● Records excerpted from a collection

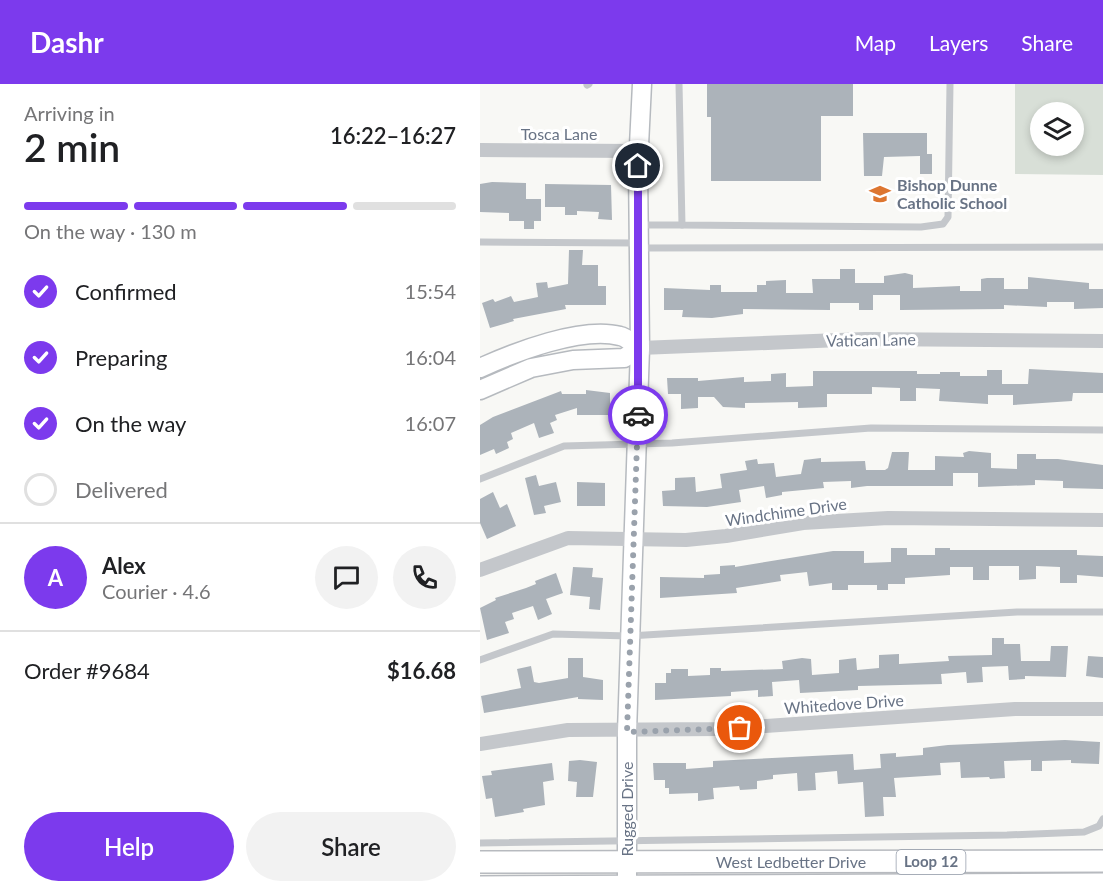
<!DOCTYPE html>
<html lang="en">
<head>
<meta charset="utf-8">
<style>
  :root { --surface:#fff; --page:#f2f2f2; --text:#202124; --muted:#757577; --line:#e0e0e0; --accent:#7c3aed }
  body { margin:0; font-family:Lato,sans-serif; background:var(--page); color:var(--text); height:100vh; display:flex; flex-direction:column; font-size:22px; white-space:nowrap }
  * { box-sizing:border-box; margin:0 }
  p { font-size:20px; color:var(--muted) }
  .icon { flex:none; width:33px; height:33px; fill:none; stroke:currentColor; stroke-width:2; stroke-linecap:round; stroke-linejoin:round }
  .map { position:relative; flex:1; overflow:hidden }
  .sheet { display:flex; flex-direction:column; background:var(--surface); width:480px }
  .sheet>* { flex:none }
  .controls { position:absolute; left:550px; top:18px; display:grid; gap:12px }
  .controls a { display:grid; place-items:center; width:54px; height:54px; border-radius:50%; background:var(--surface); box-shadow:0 3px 9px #0003; font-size:30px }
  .pin { position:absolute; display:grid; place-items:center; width:51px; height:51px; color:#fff; margin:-26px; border:3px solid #fff; border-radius:50%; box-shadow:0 2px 6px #0007 }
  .courier { position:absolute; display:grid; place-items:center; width:60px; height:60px; margin:-30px; border:4px solid #7c3aed; border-radius:50%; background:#fff; color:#222; box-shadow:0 2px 8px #0007 }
  .overview em { font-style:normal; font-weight:600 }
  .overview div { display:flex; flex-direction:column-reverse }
  .overview { display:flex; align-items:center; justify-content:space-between; height:102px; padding:0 24px }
  h1 { font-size:39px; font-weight:600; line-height:45px }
  .bar { display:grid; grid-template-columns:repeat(4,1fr); gap:9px 6px; align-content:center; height:72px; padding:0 24px }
  .bar i { height:8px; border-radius:4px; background:var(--line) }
  .bar .active { background:var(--accent) }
  .bar p { grid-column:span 4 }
  .line { display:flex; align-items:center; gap:15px; padding:0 24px; border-top:2px solid var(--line) }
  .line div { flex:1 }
  .round { display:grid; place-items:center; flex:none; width:63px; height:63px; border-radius:32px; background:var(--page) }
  ol { padding:0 24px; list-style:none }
  li { display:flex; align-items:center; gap:18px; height:66px }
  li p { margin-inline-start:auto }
  li .icon { padding:6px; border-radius:50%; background:var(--accent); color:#fff; stroke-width:4 }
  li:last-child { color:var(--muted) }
  li i { width:33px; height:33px; border:3px solid var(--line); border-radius:50% }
  .primary-button { display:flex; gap:12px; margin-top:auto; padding:12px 24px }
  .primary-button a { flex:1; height:69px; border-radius:36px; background:var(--accent); color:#fff; font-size:24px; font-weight:600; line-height:69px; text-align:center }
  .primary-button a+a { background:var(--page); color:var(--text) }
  header { display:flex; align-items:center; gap:36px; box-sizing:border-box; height:84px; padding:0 30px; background:var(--accent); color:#fff }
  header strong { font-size:28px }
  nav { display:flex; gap:33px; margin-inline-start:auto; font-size:21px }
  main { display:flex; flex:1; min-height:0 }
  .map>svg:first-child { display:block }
</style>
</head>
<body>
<header>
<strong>Dashr</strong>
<nav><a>Map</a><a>Layers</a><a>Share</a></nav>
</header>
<main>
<section class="sheet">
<div class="overview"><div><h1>2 min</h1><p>Arriving in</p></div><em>16:22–16:27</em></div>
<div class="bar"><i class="active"></i><i class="active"></i><i class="active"></i><i></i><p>On the way · 130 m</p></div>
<ol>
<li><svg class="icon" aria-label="check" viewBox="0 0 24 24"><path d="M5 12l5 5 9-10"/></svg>Confirmed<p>15:54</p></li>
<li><svg class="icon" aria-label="check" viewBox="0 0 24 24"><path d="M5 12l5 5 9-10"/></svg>Preparing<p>16:04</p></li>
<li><svg class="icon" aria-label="check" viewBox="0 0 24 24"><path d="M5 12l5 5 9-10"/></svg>On the way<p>16:07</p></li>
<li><i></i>Delivered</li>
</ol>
<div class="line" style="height:108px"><b class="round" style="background:var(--accent);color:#fff">A</b><div><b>Alex</b><p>Courier · 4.6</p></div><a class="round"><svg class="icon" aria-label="chat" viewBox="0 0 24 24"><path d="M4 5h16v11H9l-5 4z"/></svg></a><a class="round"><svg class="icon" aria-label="phone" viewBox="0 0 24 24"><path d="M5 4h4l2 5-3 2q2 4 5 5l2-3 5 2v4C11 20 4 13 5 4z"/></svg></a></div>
<div class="line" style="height:78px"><div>Order #9684</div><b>$16.68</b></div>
<div class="primary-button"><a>Help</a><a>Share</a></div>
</section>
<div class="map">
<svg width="623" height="809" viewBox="0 0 623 809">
  <rect width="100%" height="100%" fill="#f8f8f5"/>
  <path fill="#d8dfd7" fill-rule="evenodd" d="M535,0H623V91L535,90ZM561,28H594V62H561Z"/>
  <g fill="#acb3ba">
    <polygon points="227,0 373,0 373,32 341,32 341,97 231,97 231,33 227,33"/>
    <polygon points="383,49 447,49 447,70 452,70 452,90 440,90 440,72 404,73 402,92 384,92"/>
    <polygon points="12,98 46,99 46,115 61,115 61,137 54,137 54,145 44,145 44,137 29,137 29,129 0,128 0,100"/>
    <polygon points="65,100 131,101 132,136 118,135 119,128 97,127 97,131 85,131 85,123 65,123"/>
    <polygon points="89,166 103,166 102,181 118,181 118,202 126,202 126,221 85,221 86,225 33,235 34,237 10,244 2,219 13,215 15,218 31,212 34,218 58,213 56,199 67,198 68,204 88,200"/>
    <polygon points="360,185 375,185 375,199 404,199 404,192 425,189 433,191 433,204 480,202 480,207 501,207 501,195 507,194 524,194 524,205 548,205 548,193 609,199 609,205 623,205 623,224 594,225 594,218 567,218 567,223 524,221 524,225 420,226 420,211 393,211 393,226 379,226 379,219 350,219 350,226 263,225 263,230 232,234 202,233 203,226 184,226 184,204 230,206 230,201 241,201 241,208 277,208 277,201 286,201 286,197 306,196 306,209 333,209 332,195 360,195"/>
    <polygon points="549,285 623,289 623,309 593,309 592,317 533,321 533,311 508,311 508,320 459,317 460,305 436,304 436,317 420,317 420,304 392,303 392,310 347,310 347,323 318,324 318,318 265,319 265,324 243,323 234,313 218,313 218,324 201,325 201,310 188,310 187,294 218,294 218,297 264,293 264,298 291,297 291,290 306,289 306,303 333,302 333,287 437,287 437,290 460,290 460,288 480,288 480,292 507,292 507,286 522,286 522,300 548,300"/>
    <polygon points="106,306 130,309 130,331 97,331 97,324 75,331 77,336 70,339 74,349 59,354 54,339 31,349 33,355 27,358 29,364 16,370 14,365 0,371 0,341 13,333 81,307 82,310 106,310"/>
    <polygon points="489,367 511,369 511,384 537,385 537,370 556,370 556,375 578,375 623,381 623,405 583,404 583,397 555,396 555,401 498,403 498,389 473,389 473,402 387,402 371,404 371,397 343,398 344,404 302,408 302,411 286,414 284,402 259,406 261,418 227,423 183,422 182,407 195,406 195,394 215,393 216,408 242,404 240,390 267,386 265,377 277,375 278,380 294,379 296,393 321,390 324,376 341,374 341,378 385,377 386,386 405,386 408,384 412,368 429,368 428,386 455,386 455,372 484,373 483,369"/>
    <polygon points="56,391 59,402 76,398 81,418 64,422 66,429 54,431 45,394"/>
    <polygon points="97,398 125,399 125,422 97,422"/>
    <polygon points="13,408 20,424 27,420 36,442 7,455 0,439 0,415"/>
    <polygon points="411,464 427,464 427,471 455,471 455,464 470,464 470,466 597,466 597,471 623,472 623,493 597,491 597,499 580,499 580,483 556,482 556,495 539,496 539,482 509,482 509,496 493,496 493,483 470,483 470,491 425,494 425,500 408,500 408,506 397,506 397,501 368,501 368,506 352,506 352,499 329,502 327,488 300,491 301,497 256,504 257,509 180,514 180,493 224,494 224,491 240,490 240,482 255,481 255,483 353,467 384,467 384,479 411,478"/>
    <polygon points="93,483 113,484 112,493 123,494 120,526 109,525 110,513 90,511"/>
    <polygon points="76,489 83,509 66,515 72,530 58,536 53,522 32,529 34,535 25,538 29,549 7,556 0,524 16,516 15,514 46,504 56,500 55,497"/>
    <polygon points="512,554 524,554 524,560 540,560 541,577 570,577 571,562 588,562 586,593 545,592 545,595 529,596 528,582 502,583 503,598 487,599 486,588 461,590 462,600 378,602 378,606 320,609 319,596 292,598 293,612 278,613 278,606 251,608 251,612 175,616 175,599 186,599 186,589 191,589 191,585 208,585 208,592 230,591 230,584 241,584 241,587 303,585 302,577 322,574 331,575 332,591 359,589 359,576 376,574 377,586 399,584 399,571 419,570 419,580 469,577 468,572 512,571"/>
    <polygon points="608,572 623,573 623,594 606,592"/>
    <polygon points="88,574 103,574 103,593 123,596 123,616 98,615 98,613 4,629 1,612 41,604 37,585 51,582 54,598 59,599 88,594"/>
    <polygon points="585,656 620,658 619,680 591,679 591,676 562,677 562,687 551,687 551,676 524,677 525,694 510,695 509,693 481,694 480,678 460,679 461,691 414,694 416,713 403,713 404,732 385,733 383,698 358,700 357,687 335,689 336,706 318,707 317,689 293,691 293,695 277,697 277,705 260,706 259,702 233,704 234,715 218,717 218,709 189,710 189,704 185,704 185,696 174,696 173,679 206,679 206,685 233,683 233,677 373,670 374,686 401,684 400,670 416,669 416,673 443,671 443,664 468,661"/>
    <polygon points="100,676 117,678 113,713 96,713 97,698 88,697 89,677"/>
    <polygon points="72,679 74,696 63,698 65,721 43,725 44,728 15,733 12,714 6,715 2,692 12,691 11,687"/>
  </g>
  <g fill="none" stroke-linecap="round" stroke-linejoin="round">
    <defs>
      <g id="secondary">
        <path d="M0,284C35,268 102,242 140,252C146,253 154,260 160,264L144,274L93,276L51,284L0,306"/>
        <polyline points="147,809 147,648 160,264 158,82 162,0"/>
      </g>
      <g id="primary">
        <polyline points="0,778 623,777"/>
        <polyline points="0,803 623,800"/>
      </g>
    </defs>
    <use href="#secondary" stroke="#b6babf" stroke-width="21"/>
    <use href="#primary" stroke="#b7babf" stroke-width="24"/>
    <g stroke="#c4c7cb" stroke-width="7">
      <polyline points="199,0 202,141 441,143 463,140 468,133 470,0"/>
      <polyline points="107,1 109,0"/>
      <polyline points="161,141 202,141"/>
      <polyline points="0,158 156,159"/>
      <polyline points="161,164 623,163"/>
      <polyline points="0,395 84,362 192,359 391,344 623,346"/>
      <polyline points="0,576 73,550 149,552 537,528 623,528"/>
      <polyline points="0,759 527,751 604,748 619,742 623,735"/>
    </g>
    <g stroke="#c4c7cb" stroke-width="14">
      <polyline points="0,66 158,67"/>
      <polyline points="160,264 385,255 623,257"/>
      <polyline points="0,486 88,454 206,456 246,452 323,439 408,434 623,436"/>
      <polyline points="0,660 88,646 242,645 535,625 623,625"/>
    </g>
    <use href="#secondary" stroke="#fff" stroke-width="18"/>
    <use href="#primary" stroke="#fff" stroke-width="21"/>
  </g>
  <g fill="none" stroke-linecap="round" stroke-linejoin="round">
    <polyline stroke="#9aa2ac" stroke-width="6" stroke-dasharray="0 10.8" points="158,331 147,648 260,644"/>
    <polyline stroke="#7c3aed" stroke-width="8" points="158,331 158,82"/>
  </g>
  <defs>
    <symbol id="school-bare" viewBox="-9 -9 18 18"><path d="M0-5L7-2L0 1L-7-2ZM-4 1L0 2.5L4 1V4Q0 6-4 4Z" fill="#dd7630" stroke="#fff" stroke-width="2.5" paint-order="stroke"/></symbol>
  </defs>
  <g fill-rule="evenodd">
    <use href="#school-bare" x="385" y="95" width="30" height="30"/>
  </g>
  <g text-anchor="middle" stroke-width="6" stroke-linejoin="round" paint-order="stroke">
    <rect fill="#fff" stroke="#959daa" stroke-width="1.5" x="416.5" y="766" width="69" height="24" rx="4.5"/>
    <g font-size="15" font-weight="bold" fill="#687385">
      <text x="451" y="783">Loop 12</text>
    </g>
    <g font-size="16" fill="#687385" stroke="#fff">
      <text x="79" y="56">Tosca Lane</text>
      <text transform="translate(391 256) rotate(-1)" y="6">Vatican Lane</text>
      <text transform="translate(306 428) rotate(-8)" y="6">Windchime Drive</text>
      <text transform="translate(364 620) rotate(-4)" y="6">Whitedove Drive</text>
      <text transform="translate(147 725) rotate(-90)" y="6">Rugged Drive</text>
      <text x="311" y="784">West Ledbetter Drive</text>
    </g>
    <g font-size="16" font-weight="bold" fill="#687385" stroke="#fff" text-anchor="start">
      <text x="417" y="107">Bishop Dunne<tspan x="417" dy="18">Catholic School</tspan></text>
    </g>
  </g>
</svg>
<div class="controls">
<a><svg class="icon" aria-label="layers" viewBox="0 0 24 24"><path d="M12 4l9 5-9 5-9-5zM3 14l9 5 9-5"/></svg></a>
</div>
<div class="pin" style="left:260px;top:644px;background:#ea580c"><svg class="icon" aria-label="bag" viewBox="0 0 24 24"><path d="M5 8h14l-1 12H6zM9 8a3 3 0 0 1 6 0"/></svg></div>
<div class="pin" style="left:158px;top:82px;background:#1f2937"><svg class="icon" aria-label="home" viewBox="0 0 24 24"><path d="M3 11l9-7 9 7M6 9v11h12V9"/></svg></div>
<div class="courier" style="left:158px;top:331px"><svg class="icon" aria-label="car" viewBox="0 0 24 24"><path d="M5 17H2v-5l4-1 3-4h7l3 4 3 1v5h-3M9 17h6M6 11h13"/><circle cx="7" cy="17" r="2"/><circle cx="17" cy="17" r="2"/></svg></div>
</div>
</main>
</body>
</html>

● What the exercise asks
Only a number belongs in the answer: the number of lines in the preceding data that hold "body".

● Answer for the task
3